The Confederate Flag has become a heated topic this election year. As George W. Bush and John McCain battled in South Carolina for the Republican presidential nomination, the New York Young Republican Club invited Richard Lowry, the editor of National Review, to discuss the Republican Party’s prospects for November.

In the question-and-answer session that followed, Mr. Robert Hornak, the club’s president, asked Mr. Lowry why the Republican Party did not condemn the Confederate Battle Flag. Alleging the flag was a symbol of treason, sedition, and slavery, Mr. Hornak maintained that, by not condemning it, the GOP alienates black voters, ensuring that they vote Democratic. Mr. Lowry agreed, adding that Republicans don’t condemn the Confederate flag because they want the “redneck” vote.

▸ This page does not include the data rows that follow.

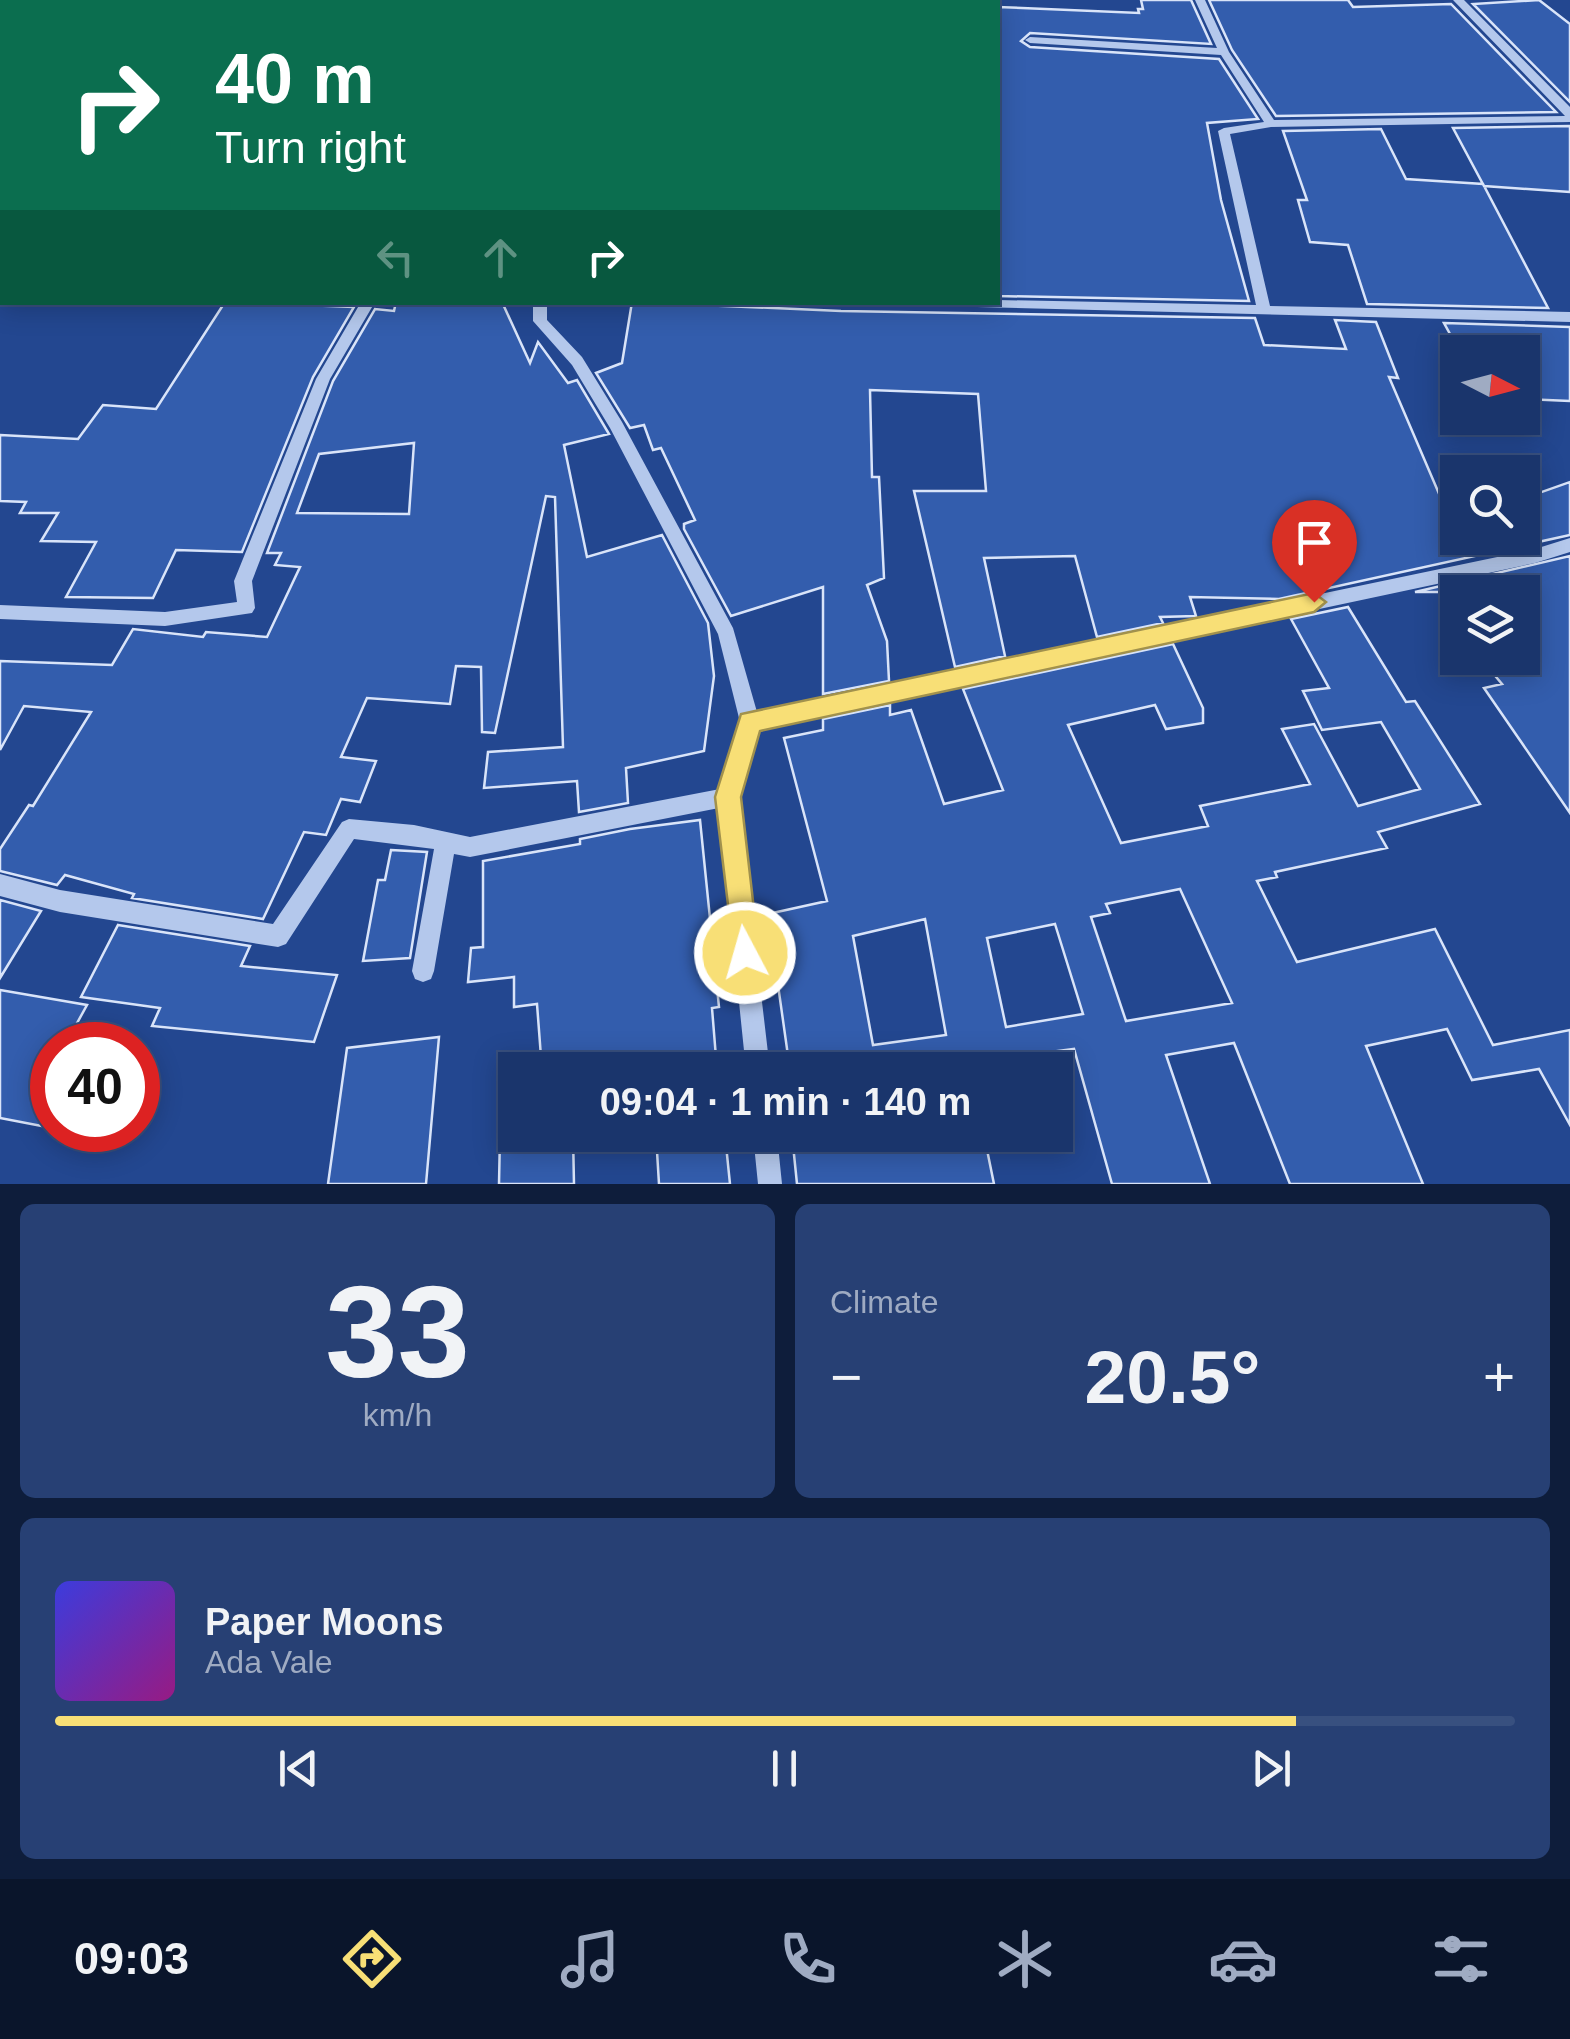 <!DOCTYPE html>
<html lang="en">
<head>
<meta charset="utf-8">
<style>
  :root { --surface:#1a356c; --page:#274074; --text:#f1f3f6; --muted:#9fabc2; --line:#38507f; --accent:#f8df76 }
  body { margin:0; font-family:Helvetica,sans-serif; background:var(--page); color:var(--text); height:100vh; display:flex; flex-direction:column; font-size:38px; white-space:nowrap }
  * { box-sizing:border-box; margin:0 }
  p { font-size:32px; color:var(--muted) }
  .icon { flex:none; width:55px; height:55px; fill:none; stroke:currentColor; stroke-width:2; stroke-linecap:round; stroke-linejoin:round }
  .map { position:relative; height:1184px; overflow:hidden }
  .details { display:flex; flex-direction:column; gap:20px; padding:20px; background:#0e1d3b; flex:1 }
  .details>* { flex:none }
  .hud { position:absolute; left:0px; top:0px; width:1000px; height:305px; box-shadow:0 5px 25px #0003,0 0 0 2px var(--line); background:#0b6e4f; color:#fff; overflow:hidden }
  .needle { width:65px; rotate:96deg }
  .tools { position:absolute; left:1440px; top:335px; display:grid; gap:20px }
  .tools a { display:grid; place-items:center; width:100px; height:100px; border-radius:0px; background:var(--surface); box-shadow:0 5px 25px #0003,0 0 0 2px var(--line); font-size:50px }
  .speed { position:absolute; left:30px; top:1022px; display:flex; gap:20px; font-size:50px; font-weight:700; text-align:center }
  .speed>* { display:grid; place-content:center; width:130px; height:130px; border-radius:50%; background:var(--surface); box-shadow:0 5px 25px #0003,0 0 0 2px var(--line); line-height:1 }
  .speed .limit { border:15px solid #d22; background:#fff; color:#111 }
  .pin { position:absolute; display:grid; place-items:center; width:85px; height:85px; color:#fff; margin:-102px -42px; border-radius:50% 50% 50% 0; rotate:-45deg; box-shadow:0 0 10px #0007 }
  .pin .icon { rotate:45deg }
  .me { position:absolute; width:110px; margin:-55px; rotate:354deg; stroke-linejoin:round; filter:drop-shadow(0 0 8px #0008) }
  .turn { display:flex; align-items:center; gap:35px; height:210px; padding:0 50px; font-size:45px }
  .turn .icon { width:130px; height:130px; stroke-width:2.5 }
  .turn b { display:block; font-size:70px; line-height:85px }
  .lanes { display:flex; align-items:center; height:95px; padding:0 50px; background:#0003; justify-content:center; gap:50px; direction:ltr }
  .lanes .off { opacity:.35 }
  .big { font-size:75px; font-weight:800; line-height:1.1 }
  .details .widget { flex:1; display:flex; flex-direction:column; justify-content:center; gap:15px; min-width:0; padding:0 35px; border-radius:15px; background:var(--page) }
  .details .dial { align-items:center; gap:0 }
  .dial b { font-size:130px; line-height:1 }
  .song { display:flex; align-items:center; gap:30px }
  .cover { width:120px; height:120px; border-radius:15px; background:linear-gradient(135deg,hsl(240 70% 55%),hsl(310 70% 35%)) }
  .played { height:10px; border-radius:5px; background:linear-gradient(90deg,var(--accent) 85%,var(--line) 85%) }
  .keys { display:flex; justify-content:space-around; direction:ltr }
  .heat { display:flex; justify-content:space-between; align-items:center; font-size:55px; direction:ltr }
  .details .tiles { flex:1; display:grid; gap:20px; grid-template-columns:1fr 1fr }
  .widget:last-child { grid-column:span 2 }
  .trip { position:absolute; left:498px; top:1052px; width:575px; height:100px; border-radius:0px; background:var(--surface); box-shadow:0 5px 25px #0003,0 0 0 2px var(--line); font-weight:800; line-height:100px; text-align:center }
  .menu { display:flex; height:160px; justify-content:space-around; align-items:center; background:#0a152b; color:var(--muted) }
  .menu .icon { width:70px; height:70px }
  .menu .selected { color:var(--accent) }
  .menu b { font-size:45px; color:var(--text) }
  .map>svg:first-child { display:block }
</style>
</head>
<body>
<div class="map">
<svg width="1570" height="1184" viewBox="0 0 1570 1184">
  <rect width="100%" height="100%" fill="#234790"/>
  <path fill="#335dad" stroke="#d9e4f9" stroke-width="2.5" fill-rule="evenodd" d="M1141,0H1191L1211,44L1030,33L1021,41L1030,47L1219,59L1258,119L1207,123L1221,200L1249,301L998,296V7L1139,13L1138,9H1143Z
    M1209,0H1348L1353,7L1451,4L1556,112L1276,116L1232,50Z
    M1539,0L1570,24V102L1473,4Z
    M1570,126V192L1484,186L1453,128Z
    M1381,129L1406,179L1483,184L1548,308L1367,304L1348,245L1310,242L1298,200H1307L1283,131Z
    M225,302L354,307L313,377L242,552L176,550L153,598L66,597L96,542L41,541L58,513H20L26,502L0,501V435L78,439L103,405L156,409Z
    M396,302H502L530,363L538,342L568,383L577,380L609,434L564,445L587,557L662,535L708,623L714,676L704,751L626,768L628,803L579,812L577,781L484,788L488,752L563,747L555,497L546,496L495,733L482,732L481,667L456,666L450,704L367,698L341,757L376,761L360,802L341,799L326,835L304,832L263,919L132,898L134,894L65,875L57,885L0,871V849L29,805L33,806L91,712L24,706L0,750V661L112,665L133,629L203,637L206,632L267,637L300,567L275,565L281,553H267L333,381L375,309L394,311ZM414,443L409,514L297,513L319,454Z
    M632,302L841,311L1255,318L1264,345L1346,349L1335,320L1376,322L1398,378L1389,377L1458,538H1522V499L1570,482V535L1279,599L1190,597L1196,616L1160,617L1163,623L1097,637L1075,556L984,558L1005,656L955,667L914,491H986L978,394L870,390L872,477H879L884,578L867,585L887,641L889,681L823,694V587L731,616L684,529V524L695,520L661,448L653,450L644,425L630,428L596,373L622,363Z
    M1444,323L1570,327V401L1522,399V352H1460Z
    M1570,556V813L1484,688L1502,684L1480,658H1522V592H1415Z
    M1348,607L1406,702L1415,701L1480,804L1378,832L1387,848L1275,872L1277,877L1257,881L1297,962L1435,929L1493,1045L1570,1030V1125L1539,1069L1472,1080L1447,1029L1366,1046L1423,1184H1290L1234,1043L1166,1055L1210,1184H1112L1074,1049L910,1070H790L768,914L827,901L784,738L823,730V719L890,705V715L911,710L944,804L1003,790L963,689L1173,644L1203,708V723L1166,729L1155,705L1068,725L1121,843L1208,826L1200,806L1310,784L1282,729L1314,724L1358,806L1420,789L1381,722L1322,730L1303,691L1329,688L1291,619ZM1180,889L1232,1003L1126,1021L1091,917L1110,913L1106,904ZM925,919L946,1035L873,1045L853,936ZM1055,924L1083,1014L1006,1027L987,938Z
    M700,820L719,1007L712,1008L717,1070H542L537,1004L514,1007V977L468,982L471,948L483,947V861L580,844V839L630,829Z
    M391,850L427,852L410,958L363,961L378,880H385Z
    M0,900L41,911L0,978Z
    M118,925L250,946L241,966L337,975L314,1042L152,1026L160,1008L81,997Z
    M0,990L87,1005L65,1045H52V1128L0,1118Z
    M439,1037L426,1184H328L347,1048Z
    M500,1135H573L574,1184H499Z
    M656,1135H725L730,1184H659Z
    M792,1135H984L994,1184H797Z"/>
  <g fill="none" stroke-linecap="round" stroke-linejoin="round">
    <path fill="#b4c8ec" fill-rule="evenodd" d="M283,0H296L297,2H285Z
      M1195,0H1205L1229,52L1274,120L1565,116L1453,0H1464L1570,107V122L1271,127L1230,134L1270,306L1570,312V322L895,305L893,302H998V300L1256,305L1218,131L1224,128L1264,122L1221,55L1030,43L1025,40L1030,37L1217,48Z
      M0,106H2V114H0Z
      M361,302H375L330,379L252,581L255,608L252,613L165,626L0,619V605L165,612L237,602L234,581L316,379Z
      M533,302H547V320L582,357L622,422L733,628L757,712L1535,549L1570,538V552L1535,563L758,729L738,797L770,1070H746L719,808L470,857L454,854L434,971L431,979L423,982L415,979L412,971L434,849L354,839L286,944L278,947L60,912L0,896V874L60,890L273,924L342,822L349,819L414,825L470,837L720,789L740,722L718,634L610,428L572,365L533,321Z
      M753,1135H777L782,1184H758Z"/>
  </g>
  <path fill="#f8df76" stroke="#a1914d" stroke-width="2.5" d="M1314,593L1326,602L1314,612L760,731L741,797L759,953L755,963L745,968L735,963L715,797L741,714Z"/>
</svg>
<div class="tools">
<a><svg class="needle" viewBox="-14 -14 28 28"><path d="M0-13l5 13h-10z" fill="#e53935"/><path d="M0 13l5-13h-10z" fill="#9fabc2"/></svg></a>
<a><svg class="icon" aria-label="search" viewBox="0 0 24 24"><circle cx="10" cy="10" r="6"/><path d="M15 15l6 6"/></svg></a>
<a><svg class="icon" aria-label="layers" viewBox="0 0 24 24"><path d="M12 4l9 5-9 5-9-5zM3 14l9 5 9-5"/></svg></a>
</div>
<div class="speed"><div class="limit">40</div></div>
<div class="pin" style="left:1314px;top:602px;background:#d93025"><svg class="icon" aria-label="arrive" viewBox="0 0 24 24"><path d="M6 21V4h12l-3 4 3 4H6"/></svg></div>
<svg class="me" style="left:745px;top:953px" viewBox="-20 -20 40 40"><circle r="17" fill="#f8df76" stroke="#fff" stroke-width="3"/><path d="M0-11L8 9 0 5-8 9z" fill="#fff"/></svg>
<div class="trip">09:04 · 1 min · 140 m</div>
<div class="hud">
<div class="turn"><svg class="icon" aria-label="right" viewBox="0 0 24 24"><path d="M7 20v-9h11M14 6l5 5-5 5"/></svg><div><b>40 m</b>Turn right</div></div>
<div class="lanes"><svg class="icon off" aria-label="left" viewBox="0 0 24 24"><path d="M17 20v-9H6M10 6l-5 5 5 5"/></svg><svg class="icon off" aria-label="ahead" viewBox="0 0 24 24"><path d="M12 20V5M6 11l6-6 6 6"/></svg><svg class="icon" aria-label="right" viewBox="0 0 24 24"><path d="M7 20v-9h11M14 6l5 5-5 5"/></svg></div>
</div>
</div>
<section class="details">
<div class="tiles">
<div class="widget dial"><b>33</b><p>km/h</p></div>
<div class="widget"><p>Climate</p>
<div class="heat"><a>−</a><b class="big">20.5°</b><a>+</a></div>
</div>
<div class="widget">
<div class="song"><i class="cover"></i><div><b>Paper Moons</b><p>Ada Vale</p></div></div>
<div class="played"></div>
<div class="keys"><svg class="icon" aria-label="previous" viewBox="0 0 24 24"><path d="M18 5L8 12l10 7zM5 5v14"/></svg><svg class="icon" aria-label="pause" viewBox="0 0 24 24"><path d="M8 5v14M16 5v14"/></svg><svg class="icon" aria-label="next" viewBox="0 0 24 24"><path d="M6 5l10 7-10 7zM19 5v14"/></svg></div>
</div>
</div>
</section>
<nav class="menu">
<b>09:03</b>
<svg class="icon selected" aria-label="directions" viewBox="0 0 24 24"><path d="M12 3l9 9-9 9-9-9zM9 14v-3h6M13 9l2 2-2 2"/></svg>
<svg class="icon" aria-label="music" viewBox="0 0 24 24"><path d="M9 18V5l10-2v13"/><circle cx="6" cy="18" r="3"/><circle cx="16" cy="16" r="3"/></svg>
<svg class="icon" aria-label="phone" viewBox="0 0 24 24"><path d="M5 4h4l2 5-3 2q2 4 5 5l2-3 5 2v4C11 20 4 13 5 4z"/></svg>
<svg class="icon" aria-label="climate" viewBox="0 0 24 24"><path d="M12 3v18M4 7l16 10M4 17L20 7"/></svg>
<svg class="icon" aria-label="car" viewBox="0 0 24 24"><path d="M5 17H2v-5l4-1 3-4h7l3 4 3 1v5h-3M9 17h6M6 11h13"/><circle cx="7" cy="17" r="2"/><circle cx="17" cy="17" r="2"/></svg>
<svg class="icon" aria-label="filters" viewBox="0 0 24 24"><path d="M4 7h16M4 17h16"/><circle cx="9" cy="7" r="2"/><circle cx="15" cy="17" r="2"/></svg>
</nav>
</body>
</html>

In attacking the flag, both gentlemen unintentionally aid their political opponents. For a more compelling case can be made against the “Stars and Stripes” as a symbol of slavery, treason, and sedition than against the Confederate Battle Flag.

There was no legal right under British law for a colony to secede from the British Empire. The actions of the American revolutionaries, therefore, were treasonous and seditious; their flag was a symbol of treason and sedition.

The Stars and Stripes also symbolizes a country established as a slaveholding republic. When the Declaration of Independence was signed, the institution of slavery was legally sanctioned in all 13 colonics. There were twice as many slaves in New York as in Georgia. One of the grievances in the Declaration of Independence was London’s policy of freeing slaves—euphemistically phrased as “excit[ing] domestic insurrection.” In 1783, when the British army withdrew from an independent United States, at least 18,000 slaves freed by the Crown joined the British exodus.

The Stars and Stripes remained a symbol of sedition after the country achieved independence. Six years later, the first republic under the Articles of Confederation and Perpetual Union was overthrown by the Constitutional Convention.

The United States recognized the right of secession even after 1789. The right of secession from the second republic was explicitly reserved by the states of Virginia, New York, and Rhode Island in their documents ratifying the Constitution.

It was the Stars and Stripes, not the Confederate Battle Flag, that became the symbol of sedition in 1861. Lincoln overthrew the second republic established by the U.S. Constitution when he launched his war against the South. As the U.S. Supreme Court ruled in the “Prize Cases” (December 1862): “[Congress] cannot declare war against a State or any number of States by virtue of any clause in the Constitution . . . [The President] has no power to initiate or declare war against a foreign nation or a domestic State . . . “

The Stars and Stripes became a symbol of total war against the innocent: Food and medicine were contraband; women, children, the sick, and the elderly became legitimate targets. The Emancipation Proclamation was a call not for liberty, but for a race war. As Lincoln stated: “I have a right to take any measure which may best subdue the enemy; nor do I urge objections of a moral nature, in view of possible consequences of insurrection and massacre at the South.”

In addition, many ex-slaves were forced to work on plantations loyal to Lincoln. They could suffer a loss of pay or rations for acts of laziness, disobedience, or insolence. They were often required to obtain a pass if they wished to leave the plantation. And they were subject to provost marshals employed to ensure the “freed” slaves displayed “faithful service, respectful deportment, correct discipline and perfect subordination.”

Northern whites should not dismiss the idea that the Stars and Stripes could be banned. The American flag was temporarily removed from two schoolrooms—one in California, the other in Michigan—in response to the demand of Third World militants who claimed that the flag was a symbol of “racism” and “oppression.” As Third World immigration transforms the United States from a European-American majority nation into a European-American minority nation, the demand to ban the Stars and Stripes will only grow.

If the Stars and Stripes is banned, Northern whites will have no one to blame but themselves. For in attacking the Confederate Battle Flag, they have provided the very arguments that most effectively undermine the legitimacy of our national flag.